This is the front porch of our forum. Pull up a chair, and talk about whatever's on your mind.
I don't really understand your statement. We're not talking about local news. We're talking about the possibility, or not, of a US recession.
Just lost my post, but in a nutshell ...Quilter51 wrote: ↑Tue Aug 20, 2019 8:06 pmI dont believe an interest rate curve is the only indicator of a recession. At least when it comes to what affects us average folks. We have a slowing down of employment. A slowing down of housing prices. Increased cost because of worsening tarrifs. And a majority of economists still as of today predict a recession by 2021.
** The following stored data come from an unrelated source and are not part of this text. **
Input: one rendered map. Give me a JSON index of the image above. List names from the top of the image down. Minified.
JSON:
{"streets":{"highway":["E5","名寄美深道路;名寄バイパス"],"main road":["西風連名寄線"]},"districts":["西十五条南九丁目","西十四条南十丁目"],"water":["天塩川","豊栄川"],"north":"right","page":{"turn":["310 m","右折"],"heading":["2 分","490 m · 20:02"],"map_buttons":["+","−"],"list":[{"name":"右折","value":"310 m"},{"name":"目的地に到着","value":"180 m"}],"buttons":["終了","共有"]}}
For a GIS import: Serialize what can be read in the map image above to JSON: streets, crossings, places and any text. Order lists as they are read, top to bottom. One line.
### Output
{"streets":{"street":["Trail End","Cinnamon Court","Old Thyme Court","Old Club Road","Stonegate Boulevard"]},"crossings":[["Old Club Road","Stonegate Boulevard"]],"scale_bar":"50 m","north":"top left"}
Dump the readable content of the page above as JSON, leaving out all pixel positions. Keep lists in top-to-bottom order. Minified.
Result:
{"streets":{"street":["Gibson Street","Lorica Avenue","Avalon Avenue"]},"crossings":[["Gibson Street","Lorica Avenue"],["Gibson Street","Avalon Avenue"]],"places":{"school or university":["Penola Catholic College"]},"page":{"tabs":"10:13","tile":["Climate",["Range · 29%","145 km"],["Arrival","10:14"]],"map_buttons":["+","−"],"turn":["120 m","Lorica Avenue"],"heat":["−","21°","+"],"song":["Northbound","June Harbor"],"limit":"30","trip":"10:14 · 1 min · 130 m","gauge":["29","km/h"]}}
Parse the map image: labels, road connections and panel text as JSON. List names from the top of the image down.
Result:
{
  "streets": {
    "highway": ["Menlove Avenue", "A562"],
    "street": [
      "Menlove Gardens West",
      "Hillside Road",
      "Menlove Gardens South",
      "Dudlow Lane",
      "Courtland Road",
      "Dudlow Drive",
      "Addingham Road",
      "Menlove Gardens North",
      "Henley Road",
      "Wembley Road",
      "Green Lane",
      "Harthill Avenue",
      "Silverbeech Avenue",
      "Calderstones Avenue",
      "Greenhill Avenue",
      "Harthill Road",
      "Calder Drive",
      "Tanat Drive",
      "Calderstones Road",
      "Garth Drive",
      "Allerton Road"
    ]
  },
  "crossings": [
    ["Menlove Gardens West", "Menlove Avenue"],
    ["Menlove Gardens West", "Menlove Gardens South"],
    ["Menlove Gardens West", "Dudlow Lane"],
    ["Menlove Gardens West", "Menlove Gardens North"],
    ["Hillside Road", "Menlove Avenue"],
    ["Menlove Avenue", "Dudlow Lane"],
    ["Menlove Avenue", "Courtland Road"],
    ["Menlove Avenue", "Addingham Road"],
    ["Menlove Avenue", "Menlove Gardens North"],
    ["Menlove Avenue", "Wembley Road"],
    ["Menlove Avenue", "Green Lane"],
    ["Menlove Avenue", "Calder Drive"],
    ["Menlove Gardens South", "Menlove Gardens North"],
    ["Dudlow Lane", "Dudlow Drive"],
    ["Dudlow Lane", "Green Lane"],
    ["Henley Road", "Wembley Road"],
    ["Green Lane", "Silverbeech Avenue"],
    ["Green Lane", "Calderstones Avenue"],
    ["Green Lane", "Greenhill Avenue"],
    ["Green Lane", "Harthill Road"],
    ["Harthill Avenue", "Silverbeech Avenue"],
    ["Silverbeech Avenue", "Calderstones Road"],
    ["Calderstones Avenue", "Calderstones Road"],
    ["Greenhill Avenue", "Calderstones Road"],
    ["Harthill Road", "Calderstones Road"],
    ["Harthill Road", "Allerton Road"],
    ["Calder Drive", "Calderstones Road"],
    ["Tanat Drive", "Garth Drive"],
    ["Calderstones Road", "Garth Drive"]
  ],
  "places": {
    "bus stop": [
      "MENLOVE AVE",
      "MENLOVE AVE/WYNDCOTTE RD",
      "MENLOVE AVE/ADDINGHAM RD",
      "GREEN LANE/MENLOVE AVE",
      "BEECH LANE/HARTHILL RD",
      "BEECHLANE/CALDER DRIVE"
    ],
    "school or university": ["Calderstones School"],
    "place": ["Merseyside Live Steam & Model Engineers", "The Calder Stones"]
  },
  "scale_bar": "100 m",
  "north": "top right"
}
And the president is institute more stupid tarrifs. Just diing it after the first of the year because..Christmas and he wants to avoid a recession before the election.
Sorry if this is political.but for an international.business guy imho he doesnt get the global economy too well. Not even his advisors want more tarrifs.
It will be surprising if we don’t have a recession by 2021 no matter who is President. This expansion has already lasted 10 years.
Last time I checked, we haven’t repealed the business cycle.
I hate it when that happens and I dont disagree as such. I do think it's being hurried along, and as some economists have said Trmp is looking at mitigating actions that might be better used down the line
Exactly. Interest rates are already so low that cutting them a lot now will leave nothing to cut - to stimulate the economy - when we really need it. More quantitative easing I guess. There is already talk of negative interest rates on government and corporate bonds - a topic I don’t understand.
One thing I’m anticipating is lower CD rates - even lower than we have now. Wouldn’t surprise me if CD rates go back to <1% like we had a few years ago. That will hurt people who rely on CD interest for income if any of those people are left.